Abstract

As public power is increasingly exercised in structures of global governance, principles of domestic law and politics are extended to the global level, with serious repercussions for the structure of international law. Yet, as this article seeks to show for the emerging global administrative law, this extension is often problematic. Using administrative law mechanisms to enhance the accountability of global regulation faces the problem of fundamental contestation over the question of to whom global governance should be accountable. National, international and cosmopolitan constituencies are competing for primacy, and this results in an often disorderly interplay of accountability mechanisms at different levels and in different regimes. This pluralist structure, based on pragmatic accommodation rather than clear decisions, strongly contrasts with the ideals of coherence and unity in modern constitutionalism and domestic administrative law. However, given the structure of global society, it is likely to endure and it is also normatively preferable to alternative, constitutionalist approaches.
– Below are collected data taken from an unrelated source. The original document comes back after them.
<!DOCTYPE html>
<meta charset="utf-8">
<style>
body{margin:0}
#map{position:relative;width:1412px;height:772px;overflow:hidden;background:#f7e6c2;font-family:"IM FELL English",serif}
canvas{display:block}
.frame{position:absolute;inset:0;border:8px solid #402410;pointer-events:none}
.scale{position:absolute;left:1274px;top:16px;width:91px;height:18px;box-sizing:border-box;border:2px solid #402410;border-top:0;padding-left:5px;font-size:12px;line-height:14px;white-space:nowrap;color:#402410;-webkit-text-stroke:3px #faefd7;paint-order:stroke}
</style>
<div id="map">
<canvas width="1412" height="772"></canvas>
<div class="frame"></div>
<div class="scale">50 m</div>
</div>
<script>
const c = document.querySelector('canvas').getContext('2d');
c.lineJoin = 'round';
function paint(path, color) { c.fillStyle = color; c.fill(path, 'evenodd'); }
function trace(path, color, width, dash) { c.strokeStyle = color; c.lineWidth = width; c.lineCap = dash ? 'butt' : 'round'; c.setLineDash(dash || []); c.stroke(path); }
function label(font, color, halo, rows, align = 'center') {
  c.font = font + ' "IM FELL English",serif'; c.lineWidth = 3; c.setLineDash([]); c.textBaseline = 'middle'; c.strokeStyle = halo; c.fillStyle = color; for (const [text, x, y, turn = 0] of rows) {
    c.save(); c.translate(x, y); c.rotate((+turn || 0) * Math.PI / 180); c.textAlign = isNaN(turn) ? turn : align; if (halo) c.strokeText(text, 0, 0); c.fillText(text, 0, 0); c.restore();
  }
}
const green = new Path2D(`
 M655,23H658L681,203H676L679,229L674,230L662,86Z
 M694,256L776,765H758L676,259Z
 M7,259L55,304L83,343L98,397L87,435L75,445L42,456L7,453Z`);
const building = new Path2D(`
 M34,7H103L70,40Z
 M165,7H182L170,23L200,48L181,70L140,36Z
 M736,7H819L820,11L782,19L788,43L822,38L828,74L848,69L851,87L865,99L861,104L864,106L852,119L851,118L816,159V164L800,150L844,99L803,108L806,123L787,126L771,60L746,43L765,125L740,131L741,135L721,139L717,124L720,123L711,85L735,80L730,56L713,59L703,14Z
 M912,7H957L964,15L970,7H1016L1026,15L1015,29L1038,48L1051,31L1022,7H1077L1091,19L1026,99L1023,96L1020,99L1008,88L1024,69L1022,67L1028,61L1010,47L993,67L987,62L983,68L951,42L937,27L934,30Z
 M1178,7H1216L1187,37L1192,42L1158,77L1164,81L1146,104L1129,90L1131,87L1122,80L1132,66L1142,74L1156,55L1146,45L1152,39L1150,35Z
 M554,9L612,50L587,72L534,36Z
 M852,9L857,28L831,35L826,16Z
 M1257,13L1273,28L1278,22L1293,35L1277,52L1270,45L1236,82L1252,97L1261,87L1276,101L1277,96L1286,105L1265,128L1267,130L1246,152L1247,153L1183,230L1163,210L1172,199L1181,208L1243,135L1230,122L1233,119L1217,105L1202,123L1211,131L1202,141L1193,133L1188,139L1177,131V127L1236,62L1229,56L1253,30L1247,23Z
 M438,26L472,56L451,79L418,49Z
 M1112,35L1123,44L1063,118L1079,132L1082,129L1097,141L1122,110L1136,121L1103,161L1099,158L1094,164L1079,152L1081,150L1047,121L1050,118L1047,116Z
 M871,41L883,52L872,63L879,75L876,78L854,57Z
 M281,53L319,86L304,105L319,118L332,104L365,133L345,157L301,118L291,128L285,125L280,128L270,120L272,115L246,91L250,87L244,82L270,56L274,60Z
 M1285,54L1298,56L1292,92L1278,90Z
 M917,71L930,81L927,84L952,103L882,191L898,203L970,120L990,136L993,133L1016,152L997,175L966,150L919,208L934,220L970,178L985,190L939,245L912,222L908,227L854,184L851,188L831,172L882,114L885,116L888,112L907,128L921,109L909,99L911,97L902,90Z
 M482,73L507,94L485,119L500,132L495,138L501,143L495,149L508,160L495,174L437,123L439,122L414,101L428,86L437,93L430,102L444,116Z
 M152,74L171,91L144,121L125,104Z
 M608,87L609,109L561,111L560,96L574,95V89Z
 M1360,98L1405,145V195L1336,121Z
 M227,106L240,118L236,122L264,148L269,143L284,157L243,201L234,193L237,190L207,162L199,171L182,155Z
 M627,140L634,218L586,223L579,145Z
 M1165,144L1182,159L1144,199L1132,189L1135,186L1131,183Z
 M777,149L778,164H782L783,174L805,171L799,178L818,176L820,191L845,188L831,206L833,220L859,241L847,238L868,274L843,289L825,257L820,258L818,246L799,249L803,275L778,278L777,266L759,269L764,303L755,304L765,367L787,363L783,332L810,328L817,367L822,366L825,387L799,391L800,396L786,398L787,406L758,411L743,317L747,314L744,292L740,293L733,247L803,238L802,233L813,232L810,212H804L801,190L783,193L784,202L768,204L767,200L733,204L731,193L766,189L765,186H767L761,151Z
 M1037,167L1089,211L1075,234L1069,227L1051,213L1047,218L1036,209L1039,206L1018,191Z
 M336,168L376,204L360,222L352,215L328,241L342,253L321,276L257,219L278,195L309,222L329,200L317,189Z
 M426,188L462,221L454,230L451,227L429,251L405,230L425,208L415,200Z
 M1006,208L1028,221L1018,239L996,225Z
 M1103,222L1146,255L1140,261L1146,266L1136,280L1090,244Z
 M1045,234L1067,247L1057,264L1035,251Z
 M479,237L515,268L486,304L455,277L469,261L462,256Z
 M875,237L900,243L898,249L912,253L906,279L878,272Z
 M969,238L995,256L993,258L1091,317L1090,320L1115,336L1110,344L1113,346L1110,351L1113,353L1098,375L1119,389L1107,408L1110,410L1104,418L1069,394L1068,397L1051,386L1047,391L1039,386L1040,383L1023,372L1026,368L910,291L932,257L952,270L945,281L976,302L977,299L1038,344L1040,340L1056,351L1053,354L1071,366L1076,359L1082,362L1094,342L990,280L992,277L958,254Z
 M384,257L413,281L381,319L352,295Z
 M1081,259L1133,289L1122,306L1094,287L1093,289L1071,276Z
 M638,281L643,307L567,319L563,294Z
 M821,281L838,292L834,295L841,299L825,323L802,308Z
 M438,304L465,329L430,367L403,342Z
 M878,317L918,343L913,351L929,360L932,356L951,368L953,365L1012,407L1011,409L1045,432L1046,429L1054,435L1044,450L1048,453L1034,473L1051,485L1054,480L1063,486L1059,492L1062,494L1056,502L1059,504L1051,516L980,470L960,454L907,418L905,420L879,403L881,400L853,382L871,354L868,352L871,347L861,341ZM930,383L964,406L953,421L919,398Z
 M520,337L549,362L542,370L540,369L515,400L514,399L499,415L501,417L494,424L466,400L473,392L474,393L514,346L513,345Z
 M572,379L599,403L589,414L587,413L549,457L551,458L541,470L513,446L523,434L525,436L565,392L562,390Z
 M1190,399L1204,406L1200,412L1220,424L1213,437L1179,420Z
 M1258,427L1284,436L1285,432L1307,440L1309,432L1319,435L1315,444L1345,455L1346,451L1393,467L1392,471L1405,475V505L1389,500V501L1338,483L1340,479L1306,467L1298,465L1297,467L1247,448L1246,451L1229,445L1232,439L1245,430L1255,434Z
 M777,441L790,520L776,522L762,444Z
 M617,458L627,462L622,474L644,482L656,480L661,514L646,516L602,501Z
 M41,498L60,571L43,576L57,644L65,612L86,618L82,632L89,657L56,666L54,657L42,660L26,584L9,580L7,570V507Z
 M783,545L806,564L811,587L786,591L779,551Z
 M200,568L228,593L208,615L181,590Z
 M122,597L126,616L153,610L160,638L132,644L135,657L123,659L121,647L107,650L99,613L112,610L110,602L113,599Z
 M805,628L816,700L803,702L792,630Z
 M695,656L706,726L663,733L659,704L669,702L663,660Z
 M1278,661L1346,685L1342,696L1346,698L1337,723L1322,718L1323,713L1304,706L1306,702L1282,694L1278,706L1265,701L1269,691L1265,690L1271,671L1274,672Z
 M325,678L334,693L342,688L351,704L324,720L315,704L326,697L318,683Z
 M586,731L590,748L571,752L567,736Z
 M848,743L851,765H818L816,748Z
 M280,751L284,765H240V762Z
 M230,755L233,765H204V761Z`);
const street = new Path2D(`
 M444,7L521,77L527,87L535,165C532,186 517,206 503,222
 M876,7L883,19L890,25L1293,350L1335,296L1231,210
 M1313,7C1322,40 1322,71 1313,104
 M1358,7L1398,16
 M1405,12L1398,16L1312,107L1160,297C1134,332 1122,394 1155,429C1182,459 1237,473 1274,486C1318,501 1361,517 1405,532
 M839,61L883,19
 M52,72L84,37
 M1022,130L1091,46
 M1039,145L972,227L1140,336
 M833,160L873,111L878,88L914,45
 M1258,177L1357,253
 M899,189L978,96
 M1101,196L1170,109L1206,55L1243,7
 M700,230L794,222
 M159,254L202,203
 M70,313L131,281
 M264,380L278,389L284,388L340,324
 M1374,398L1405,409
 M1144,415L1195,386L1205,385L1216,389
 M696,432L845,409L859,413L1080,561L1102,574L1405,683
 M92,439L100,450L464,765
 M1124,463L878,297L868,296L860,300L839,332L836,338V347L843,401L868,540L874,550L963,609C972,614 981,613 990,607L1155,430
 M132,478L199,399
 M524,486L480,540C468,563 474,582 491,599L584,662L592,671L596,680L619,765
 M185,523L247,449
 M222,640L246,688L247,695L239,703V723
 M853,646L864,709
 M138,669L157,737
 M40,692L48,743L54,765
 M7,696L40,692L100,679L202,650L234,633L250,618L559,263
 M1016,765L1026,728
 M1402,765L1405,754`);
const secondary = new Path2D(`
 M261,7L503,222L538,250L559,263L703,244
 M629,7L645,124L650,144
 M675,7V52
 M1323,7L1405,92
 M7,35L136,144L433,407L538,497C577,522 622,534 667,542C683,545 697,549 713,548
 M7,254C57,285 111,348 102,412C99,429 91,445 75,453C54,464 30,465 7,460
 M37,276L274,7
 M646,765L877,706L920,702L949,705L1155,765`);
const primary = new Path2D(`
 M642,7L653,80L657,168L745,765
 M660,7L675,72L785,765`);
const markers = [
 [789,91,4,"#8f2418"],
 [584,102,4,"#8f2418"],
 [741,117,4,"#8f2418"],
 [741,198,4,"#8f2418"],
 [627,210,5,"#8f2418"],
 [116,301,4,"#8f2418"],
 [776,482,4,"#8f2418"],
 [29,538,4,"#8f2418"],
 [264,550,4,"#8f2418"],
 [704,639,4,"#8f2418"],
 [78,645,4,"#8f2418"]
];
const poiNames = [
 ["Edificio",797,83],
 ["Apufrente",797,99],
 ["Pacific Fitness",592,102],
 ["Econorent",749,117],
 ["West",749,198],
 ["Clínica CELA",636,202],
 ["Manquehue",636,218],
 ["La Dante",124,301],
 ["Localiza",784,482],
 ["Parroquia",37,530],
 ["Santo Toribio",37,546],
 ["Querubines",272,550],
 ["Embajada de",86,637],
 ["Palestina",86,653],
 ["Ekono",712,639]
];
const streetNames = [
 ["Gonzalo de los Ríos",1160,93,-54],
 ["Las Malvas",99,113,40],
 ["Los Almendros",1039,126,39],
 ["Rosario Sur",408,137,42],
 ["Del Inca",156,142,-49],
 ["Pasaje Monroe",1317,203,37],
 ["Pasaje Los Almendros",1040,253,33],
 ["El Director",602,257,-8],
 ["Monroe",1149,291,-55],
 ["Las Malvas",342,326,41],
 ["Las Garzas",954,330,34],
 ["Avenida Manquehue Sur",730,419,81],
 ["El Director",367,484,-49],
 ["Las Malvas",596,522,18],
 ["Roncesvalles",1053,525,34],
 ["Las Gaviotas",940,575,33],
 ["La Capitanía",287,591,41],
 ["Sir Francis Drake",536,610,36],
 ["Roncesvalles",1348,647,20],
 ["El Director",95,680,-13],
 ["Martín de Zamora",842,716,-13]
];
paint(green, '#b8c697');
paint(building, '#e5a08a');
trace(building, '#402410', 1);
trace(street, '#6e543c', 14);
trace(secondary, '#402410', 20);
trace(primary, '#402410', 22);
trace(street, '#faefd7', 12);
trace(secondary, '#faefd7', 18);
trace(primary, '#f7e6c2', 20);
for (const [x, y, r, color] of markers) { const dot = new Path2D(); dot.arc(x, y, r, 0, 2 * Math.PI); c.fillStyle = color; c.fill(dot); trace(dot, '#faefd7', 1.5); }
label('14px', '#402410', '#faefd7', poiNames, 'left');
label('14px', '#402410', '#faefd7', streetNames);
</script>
It helps avoid the friction that may result from a federal-type distribution of powers and the practical problems of a consociational order, and by denying all constituencies primacy it reflects the legitimacy deficits of each of them. Mirroring divergent views on the right scope of the political order, it also respects everybody's equal right to political participation. A pluralist global administrative law thus presents an alternative to problematic domestic models for ensuring accountability in the circumstances of global governance.